In a  response to the Assemblyman, DMV Director Valverde wrote, “…I appreciate your sharing your concerns about animal abuse…the DMV staff determined that the spirit of your suggested wording has great merit. Language regarding animal safety in vehicles will be incorporated into the “Health and Safety” section of the 2011 California Driver Handbook.”  http://www.dmv.ca.gov/pubs/dl600.pdf

Portantino added, “I am grateful to Phyllis Daugherty for bringing this matter to my attention and  also to Madeline Bernstein of the SPCALA, who assisted in this effort.” 

California is the first state to utilize its driver handbook to provide education on animal-protection laws  as  they relate to highway or vehicle safety. In 2001, Sen. Edward Vincent of Inglewood authored SB 237, also sponsored by Animal Issues Movement, which added to the California Driver Handbook the admonition regarding abandonment of animals on streets and highways and  warned motorists of the fines and penalties that apply under State law.  http://www.leginfo.ca.gov/pub/01-02/bill/sen/sb_0201-0250/sb_237_bill_20010919_chaptered.html

 The recent announcement by Assemblyman Portantino is especially timely because it coincides with the second annual “Dogs in Hot Cars” campaign initiated by Animal Cruelty Case Coordinator Deborah  Knaan of  the Los Angeles County District Attorney’s Office ([email protected]), who designed a poster that has been widely used, depicting a small dog in an oven and admonishing: “Hot Oven, Hot Car—It’s the Same Thing.”    http://da.lacounty.gov/mr/archive/2009/091009a.htm?zoom_highlight=Dogs+in+Hot+Cars 

So, how long can a dog be left in a car on a warm day, and how much hotter is it inside the car than outside?  Even one minute in a closed or hot car can be long enough to severely  harm or kill your pet! A dog’s normal temperature is from 101 to 102.5. Inside a closed car, even on a fairly cool day, your dog’s temperature can elevate to 106 or 107 very quickly. That is usually fatal to the dog within a very short period.
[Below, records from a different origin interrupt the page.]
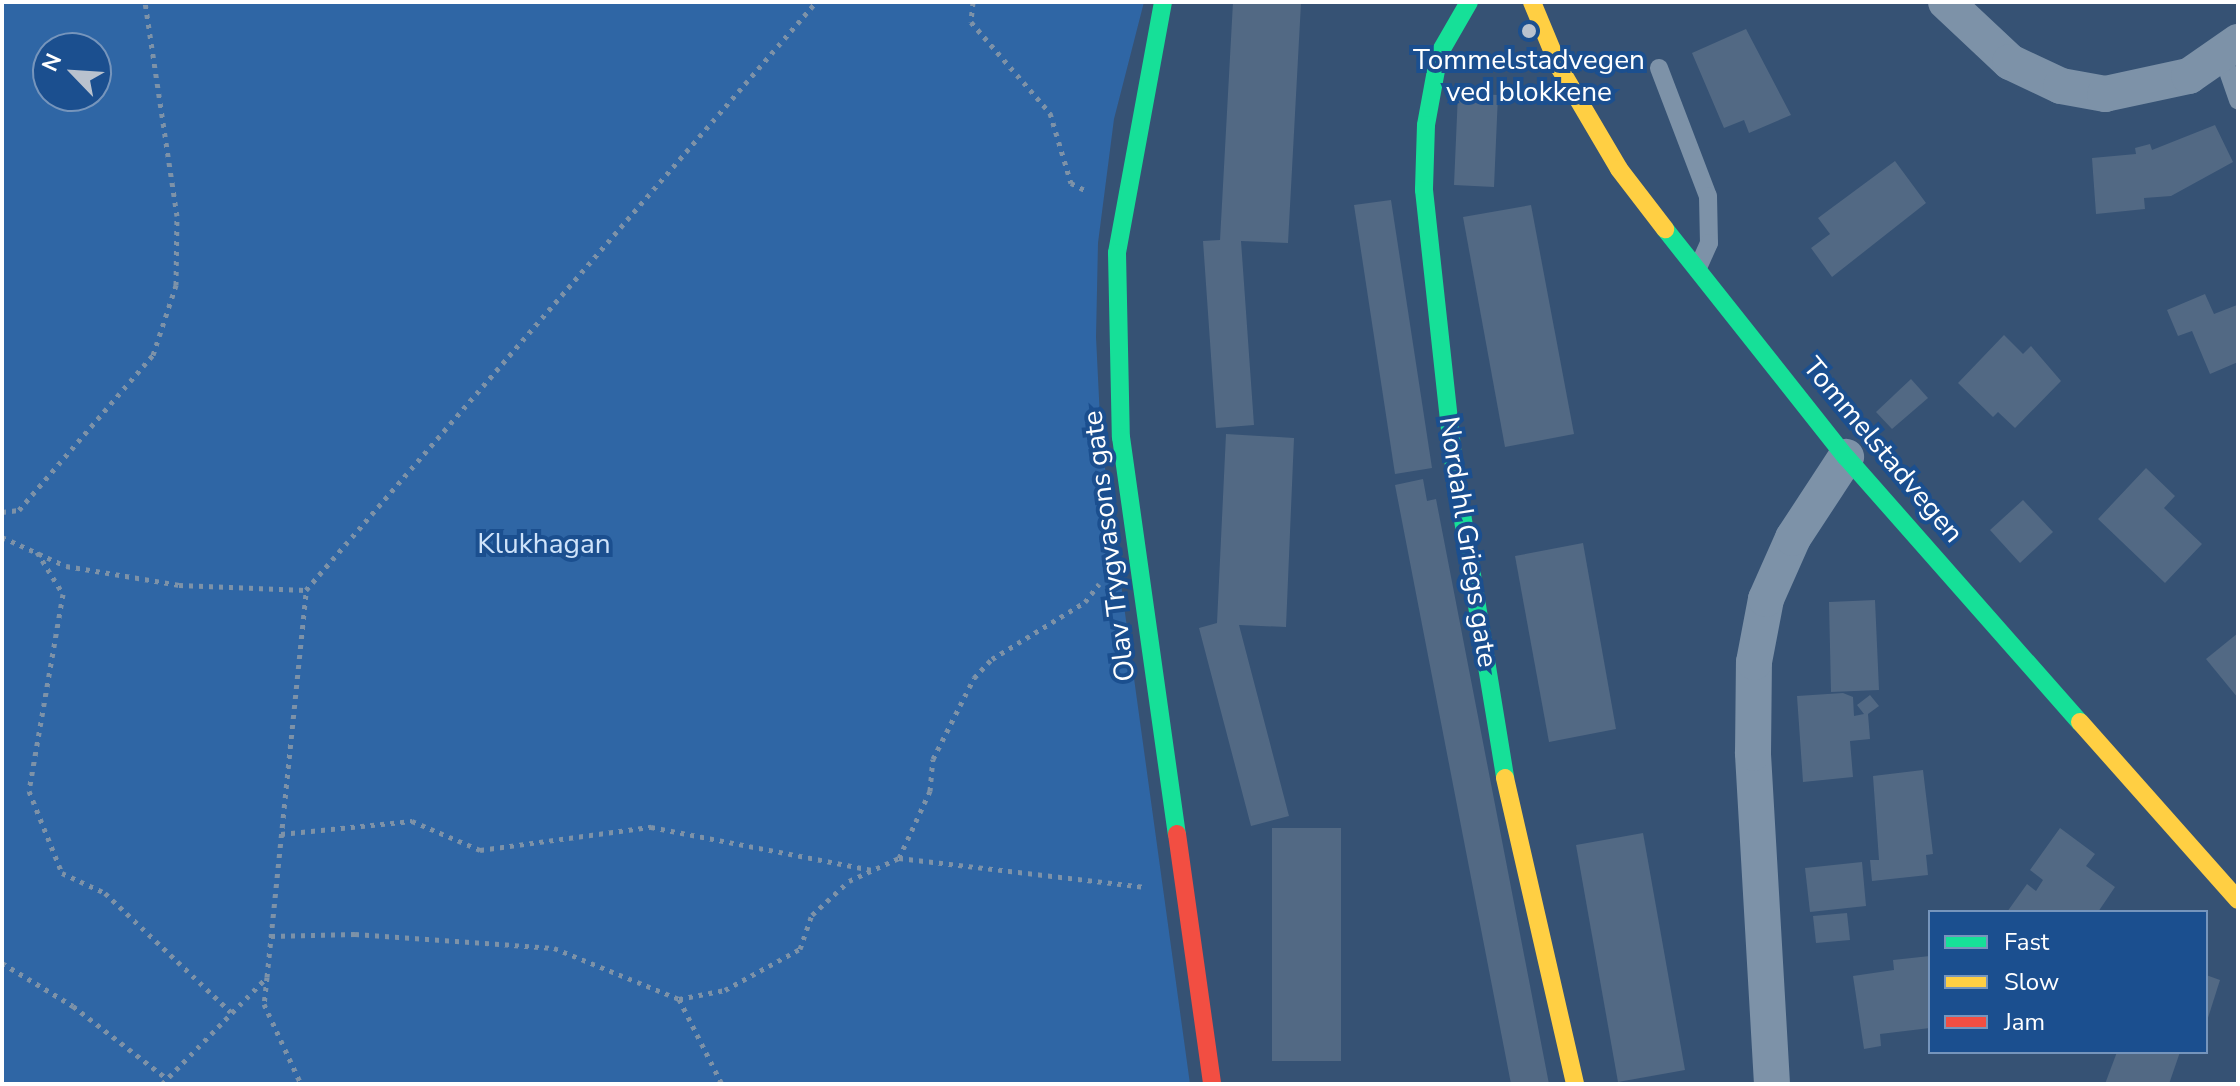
<!DOCTYPE html>
<html>
<head>
<meta charset="utf-8">
<style>
	body { margin:0 }
	#map { position:relative; width:2240px; height:1086px; overflow:hidden; background:#365274; font-family:"Nunito Sans",sans-serif }
	div>[style] { position:absolute }
	.green>* { inset:0; background:#2f66a5 }
	.building>* { inset:0; background:#526984 }
	.path>* { height:5px; margin-top:-2.5px; transform-origin:0; background:repeating-linear-gradient(90deg,#7d92a8 0 4px,transparent 0 10px) }
	.lane>* { height:18px; margin:-9px; padding:0 9px; transform-origin:9px; border-radius:9px; background:#7d92a8 }
	.street>* { height:36px; margin:-18px; padding:0 18px; transform-origin:18px; border-radius:18px; background:#7d92a8 }
	.fast>* { height:18px; margin:-9px; padding:0 9px; transform-origin:9px; border-radius:9px; background:#16e098 }
	.slow>* { height:18px; margin:-9px; padding:0 9px; transform-origin:9px; border-radius:9px; background:#ffcf43 }
	.jam>* { height:18px; margin:-9px; padding:0 9px; transform-origin:9px; border-radius:9px; background:#f24e42 }
	.dots>* { width:22px; height:22px; translate:-50% -50%; box-sizing:border-box; border:4px solid #1b4f8f; border-radius:50% }
	span { translate:-50% -50%; white-space:nowrap; text-align:center; line-height:1.15; -webkit-text-stroke:8px #1b4f8f; paint-order:stroke }
	.poi-label { font-size:28px; color:#fff }
	.street-label { font-size:28px; color:#fff }
	.park-label { font-size:28px; color:#cfe3fa }
	.frame { position:absolute; inset:0; border:4px solid #fff; pointer-events:none }
	.legend { position:absolute; left:1928px; top:910px; width:280px; height:144px; box-sizing:border-box; background:#1b4f8f; border:2px solid #7695bc; margin:0; padding:10px 14px; list-style:none; font-size:24px; color:#fff }
	.legend li { display:flex; align-items:center; gap:16px; height:40px }
	.legend b { width:40px; border:2px solid #7695bc }
	.north { position:absolute; left:32px; top:32px; width:80px; height:80px; box-sizing:border-box; background:#1b4f8f; border:2px solid #7695bc; border-radius:50%; rotate:295deg; font-size:22px; font-weight:700; line-height:32px; text-align:center; color:#fff }
	.north::after { content:''; display:block; margin:auto; width:28px; height:36px; background:#b9c2ce; clip-path:polygon(50% 0,100% 100%,50% 72%,0 100%) }
</style>
</head>
<body>
<div id="map">
	<div class="green">
		<i style="clip-path:polygon(evenodd,2px 2px,1144px 2px,1114px 119px,1098px 243px,1096px 337px,1101px 439px,1190px 1084px,2px 1084px,2px 2px,48px 48px,96px 48px,96px 96px,48px 96px,48px 48px)"></i>
	</div>
	<div class="building">
		<i style="clip-path:polygon(1233px 2px,1301px 3px,1288px 243px,1241px 241px,1254px 425px,1216px 428px,1203px 241px,1220px 240px)"></i>
		<i style="clip-path:polygon(1746px 29px,1791px 115px,1749px 133px,1744px 120px,1724px 128px,1692px 53px)"></i>
		<i style="clip-path:polygon(1458px 93px,1498px 95px,1494px 187px,1454px 185px)"></i>
		<i style="clip-path:polygon(2215px 125px,2233px 162px,2171px 196px,2144px 198px,2145px 209px,2096px 214px,2092px 158px,2136px 154px,2135px 148px,2150px 144px,2152px 150px)"></i>
		<i style="clip-path:polygon(1895px 161px,1926px 203px,1832px 277px,1811px 248px,1830px 234px,1818px 218px)"></i>
		<i style="clip-path:polygon(1391px 200px,1432px 468px,1395px 474px,1354px 205px)"></i>
		<i style="clip-path:polygon(1531px 205px,1574px 434px,1505px 447px,1463px 217px)"></i>
		<i style="clip-path:polygon(2205px 294px,2214px 314px,2237px 305px,2238px 298px,2238px 362px,2210px 374px,2192px 331px,2178px 336px,2167px 310px)"></i>
		<i style="clip-path:polygon(2004px 335px,2023px 354px,2031px 346px,2061px 381px,2015px 428px,1998px 412px,1993px 417px,1958px 383px)"></i>
		<i style="clip-path:polygon(1911px 379px,1928px 398px,1892px 429px,1876px 412px)"></i>
		<i style="clip-path:polygon(1226px 434px,1294px 438px,1286px 627px,1239px 625px,1289px 816px,1251px 826px,1199px 628px,1217px 623px)"></i>
		<i style="clip-path:polygon(2146px 468px,2175px 496px,2164px 508px,2202px 544px,2165px 583px,2098px 519px)"></i>
		<i style="clip-path:polygon(1423px 479px,1427px 501px,1436px 499px,1549px 1084px,1511px 1084px,1395px 485px)"></i>
		<i style="clip-path:polygon(2023px 500px,2053px 532px,2020px 563px,1990px 530px)"></i>
		<i style="clip-path:polygon(1583px 543px,1616px 729px,1549px 742px,1515px 556px)"></i>
		<i style="clip-path:polygon(1875px 600px,1879px 690px,1831px 692px,1829px 602px)"></i>
		<i style="clip-path:polygon(2238px 633px,2238px 698px,2206px 659px)"></i>
		<i style="clip-path:polygon(1843px 693px,1853px 697px,1854px 716px,1864px 714px,1857px 705px,1870px 695px,1879px 706px,1868px 714px,1870px 739px,1850px 741px,1853px 777px,1803px 782px,1797px 696px)"></i>
		<i style="clip-path:polygon(1923px 770px,1933px 854px,1926px 855px,1928px 875px,1872px 881px,1870px 860px,1879px 860px,1873px 776px)"></i>
		<i style="clip-path:polygon(1272px 828px,1341px 828px,1341px 1061px,1272px 1061px)"></i>
		<i style="clip-path:polygon(2060px 828px,2095px 854px,2086px 866px,2115px 887px,2098px 912px,2007px 912px,2027px 884px,2036px 891px,2043px 880px,2030px 870px)"></i>
		<i style="clip-path:polygon(1643px 833px,1685px 1070px,1618px 1082px,1576px 845px)"></i>
		<i style="clip-path:polygon(1862px 862px,1866px 906px,1810px 912px,1805px 868px)"></i>
		<i style="clip-path:polygon(1847px 913px,1850px 940px,1816px 943px,1813px 916px)"></i>
		<i style="clip-path:polygon(1930px 956px,1930px 1028px,1880px 1034px,1881px 1046px,1864px 1049px,1853px 976px,1894px 970px,1893px 960px)"></i>
		<i style="clip-path:polygon(2206px 975px,2220px 980px,2207px 1021px,2206px 1021px)"></i>
		<i style="clip-path:polygon(2117px 1052px,2180px 1052px,2169px 1084px,2105px 1084px)"></i>
	</div>
	<div class="path">
		<i style="left:973px;top:2px;width:20px;rotate:96deg"></i>
		<i style="left:971px;top:22px;width:121px;rotate:49deg"></i>
		<i style="left:1050px;top:113px;width:73px;rotate:73.3deg"></i>
		<i style="left:1071px;top:183px;width:18px;rotate:27deg"></i>
		<i style="left:2px;top:512px;width:17px;rotate:-7deg"></i>
		<i style="left:19px;top:510px;width:205px;rotate:-49.2deg"></i>
		<i style="left:153px;top:355px;width:74px;rotate:-71.8deg"></i>
		<i style="left:176px;top:285px;width:69px;rotate:-89.2deg"></i>
		<i style="left:177px;top:216px;width:216px;rotate:-98.5deg"></i>
		<i style="left:2px;top:537px;width:70px;rotate:24.4deg"></i>
		<i style="left:66px;top:566px;width:115px;rotate:9.5deg"></i>
		<i style="left:179px;top:585px;width:127px;rotate:2.3deg"></i>
		<i style="left:37px;top:552px;width:49px;rotate:58.2deg"></i>
		<i style="left:63px;top:594px;width:200px;rotate:99.8deg"></i>
		<i style="left:29px;top:791px;width:88px;rotate:68.1deg"></i>
		<i style="left:62px;top:873px;width:47px;rotate:24.9deg"></i>
		<i style="left:105px;top:893px;width:173px;rotate:43.4deg"></i>
		<i style="left:281px;top:834px;width:132px;rotate:-5.7deg"></i>
		<i style="left:412px;top:821px;width:74px;rotate:23.1deg"></i>
		<i style="left:480px;top:850px;width:173px;rotate:-7.7deg"></i>
		<i style="left:651px;top:827px;width:225px;rotate:11deg"></i>
		<i style="left:899px;top:858px;width:74px;rotate:-65.2deg"></i>
		<i style="left:930px;top:791px;width:32px;rotate:-85deg"></i>
		<i style="left:933px;top:759px;width:91px;rotate:-63.2deg"></i>
		<i style="left:974px;top:678px;width:26px;rotate:-47deg"></i>
		<i style="left:992px;top:659px;width:109px;rotate:-31.5deg"></i>
		<i style="left:1085px;top:602px;width:23px;rotate:-52deg"></i>
		<i style="left:271px;top:936px;width:84px;rotate:-1.4deg"></i>
		<i style="left:355px;top:934px;width:199px;rotate:4deg"></i>
		<i style="left:554px;top:948px;width:135px;rotate:22.2deg"></i>
		<i style="left:679px;top:999px;width:47px;rotate:-11.1deg"></i>
		<i style="left:725px;top:990px;width:85px;rotate:-28.7deg"></i>
		<i style="left:800px;top:949px;width:36px;rotate:-71deg"></i>
		<i style="left:812px;top:915px;width:50px;rotate:-42.6deg"></i>
		<i style="left:849px;top:881px;width:55px;rotate:-24.7deg"></i>
		<i style="left:899px;top:858px;width:248px;rotate:6.7deg"></i>
		<i style="left:2px;top:963px;width:83px;rotate:31.2deg"></i>
		<i style="left:73px;top:1006px;width:116px;rotate:37.7deg"></i>
		<i style="left:267px;top:977px;width:27px;rotate:96deg"></i>
		<i style="left:264px;top:1004px;width:88px;rotate:65.2deg"></i>
		<i style="left:679px;top:999px;width:95px;rotate:63.2deg"></i>
		<i style="left:162px;top:1084px;width:150px;rotate:-45.5deg"></i>
		<i style="left:267px;top:977px;width:389px;rotate:-84.2deg"></i>
		<i style="left:306px;top:590px;width:778px;rotate:-49.06deg"></i>
	</div>
	<div class="lane">
		<i style="left:2223px;top:57px;width:46px;rotate:70.8deg"></i>
		<i style="left:1659px;top:68px;width:137px;rotate:69.1deg"></i>
		<i style="left:1708px;top:196px;width:47px;rotate:88.8deg"></i>
		<i style="left:1709px;top:243px;width:27px;rotate:114deg"></i>
	</div>
	<div class="street">
		<i style="left:1946px;top:2px;width:88px;rotate:43.2deg"></i>
		<i style="left:2010px;top:62px;width:56px;rotate:25.2deg"></i>
		<i style="left:2061px;top:86px;width:45px;rotate:10.3deg"></i>
		<i style="left:2105px;top:94px;width:86px;rotate:-12.1deg"></i>
		<i style="left:2189px;top:76px;width:60px;rotate:-34.8deg"></i>
		<i style="left:1772px;top:1084px;width:332px;rotate:-93.3deg"></i>
		<i style="left:1753px;top:753px;width:91px;rotate:-89.4deg"></i>
		<i style="left:1754px;top:662px;width:64px;rotate:-79.2deg"></i>
		<i style="left:1766px;top:599px;width:67px;rotate:-66.1deg"></i>
		<i style="left:1793px;top:538px;width:97px;rotate:-56.8deg"></i>
	</div>
	<div class="fast">
		<i style="left:1163px;top:2px;width:255px;rotate:100.4deg"></i>
		<i style="left:1117px;top:253px;width:184px;rotate:88.8deg"></i>
		<i style="left:1121px;top:437px;width:401px;rotate:82deg"></i>
		<i style="left:1469px;top:2px;width:60px;rotate:120deg"></i>
		<i style="left:1439px;top:54px;width:72px;rotate:100.4deg"></i>
		<i style="left:1426px;top:125px;width:65px;rotate:91.8deg"></i>
		<i style="left:1424px;top:190px;width:271px;rotate:83.8deg"></i>
		<i style="left:1453px;top:459px;width:323px;rotate:80.7deg"></i>
		<i style="left:1665px;top:229px;width:291px;rotate:51.6deg"></i>
		<i style="left:1846px;top:457px;width:354px;rotate:48.6deg"></i>
	</div>
	<div class="slow">
		<i style="left:1532px;top:2px;width:70px;rotate:67.4deg"></i>
		<i style="left:1559px;top:67px;width:118px;rotate:59.5deg"></i>
		<i style="left:1619px;top:169px;width:76px;rotate:52.5deg"></i>
		<i style="left:2080px;top:722px;width:238px;rotate:48.4deg"></i>
		<i style="left:1505px;top:778px;width:314px;rotate:77.1deg"></i>
	</div>
	<div class="jam">
		<i style="left:1177px;top:834px;width:252px;rotate:82deg"></i>
	</div>
	<div class="dots">
		<i style="left:1529px;top:31px;background:#b9c2ce"></i>
	</div>
	<div class="poi-label">
		<span style="left:1529px;top:76px">Tommelstadvegen<br>ved blokkene</span>
	</div>
	<div class="street-label">
		<span style="left:1883px;top:450px;rotate:50deg">Tommelstadvegen</span>
		<span style="left:1468px;top:542px;rotate:81deg">Nordahl Griegs gate</span>
		<span style="left:1109px;top:546px;rotate:-97deg">Olav Trygvasons gate</span>
	</div>
	<div class="park-label">
		<span style="left:544px;top:544px">Klukhagan</span>
	</div>
	<div class="frame"></div>
	<ul class="legend">
	<li><b style="height:10px;background:#16e098"></b>Fast</li>
	<li><b style="height:10px;background:#ffcf43"></b>Slow</li>
	<li><b style="height:10px;background:#f24e42"></b>Jam</li>
	</ul>
	<div class="north">N</div>
</div>
</body>
</html>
A study from Stanford University shows that even on comparatively cool days, such as 72 degrees, a car's internal temperature will rocket to 116 degrees within 60 minutes. And keeping the windows open a crack hardly slows the rise at all. http://www.mydogiscool.com/x_car_study.php 

Excellent information on "How Hot Cars Get" and links on exactly what happens to a dog that overheats can be found at www.mydogiscool.com . Veterinarian Cate Rinaldo, a volunteer with United Animal Nations, reminds us that dogs don’t have sweat glands all over their bodies like humans. The main way they cool off is by panting, which isn't very efficient. Once a dog's body temperature gets over about 106, she says, “...the result is everything from nerve damage, heart problems, liver damage, systemic organ failure. And it happens fast--within a matter of minutes.”

 Assemblyman Portantino also reminds motorists that leaving a dog in a hot car in California is a  violation of the CA Penal Code. The initial penalty for violation can be steep—up to $500 and/or six months in jail, or both.  If the animal is badly injured or dies, it can result in felony charge for animal cruelty. “Let’s remember that no matter how much we want to take our dog for a ride, it may not be the wise thing to do in the summer, and no animal should ever be left in a closed, unattended vehicle.”  www.assembly.ca.gov/portantino 

What do you think? Will placing this information in the CA Driver Handbook help save more pets from roasting in hot cars? Is this a good way to educate drivers who come to California from other states or from countries where laws do not protect animals in vehicles? Do you believe it will make the next generation of motorists more aware that a car soon becomes an oven in hot weather?